▸ **ASSIGNMENT**
Each record below should be returned word for word, with no pictures included.

▸ **Extracted data entries**
_____

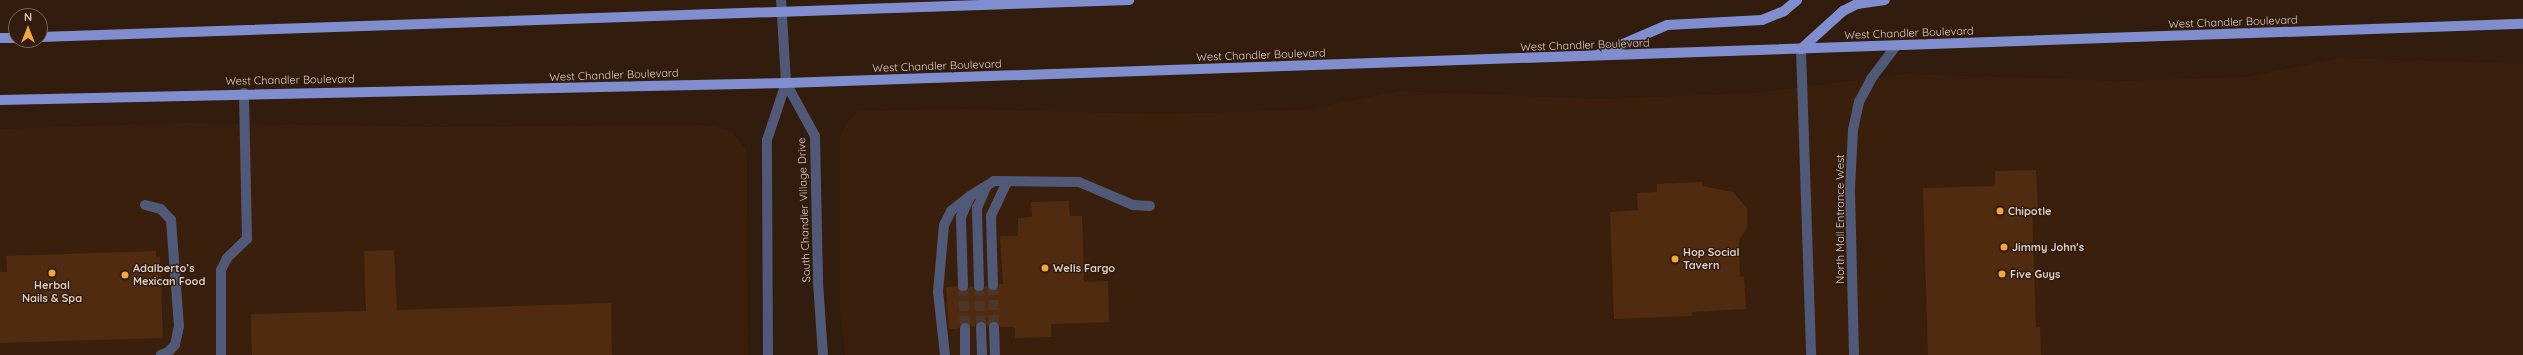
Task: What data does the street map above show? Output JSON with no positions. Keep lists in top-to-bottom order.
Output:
{
  "streets": {
    "main road": ["West Chandler Boulevard"],
    "street": ["South Chandler Village Drive", "North Mall Entrance West"]
  },
  "crossings": [
    ["West Chandler Boulevard", "South Chandler Village Drive"],
    ["West Chandler Boulevard", "North Mall Entrance West"]
  ],
  "places": [
    "Chipotle",
    "Jimmy John's",
    "Hop Social Tavern",
    "Wells Fargo",
    "Herbal Nails & Spa",
    "Five Guys",
    "Adalberto’s Mexican Food"
  ],
  "north": "top"
}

_____

▸ **ANSWER SPACE**
Task: What data does the street map above show? Output JSON with no positions. Keep lists in top-to-bottom order.
Output:
{
  "streets": {
    "main road": ["West Chandler Boulevard"],
    "street": ["South Chandler Village Drive", "North Mall Entrance West"]
  },
  "crossings": [
    ["West Chandler Boulevard", "South Chandler Village Drive"],
    ["West Chandler Boulevard", "North Mall Entrance West"]
  ],
  "places": [
    "Chipotle",
    "Jimmy John's",
    "Hop Social Tavern",
    "Wells Fargo",
    "Herbal Nails & Spa",
    "Five Guys",
    "Adalberto’s Mexican Food"
  ],
  "north": "top"
}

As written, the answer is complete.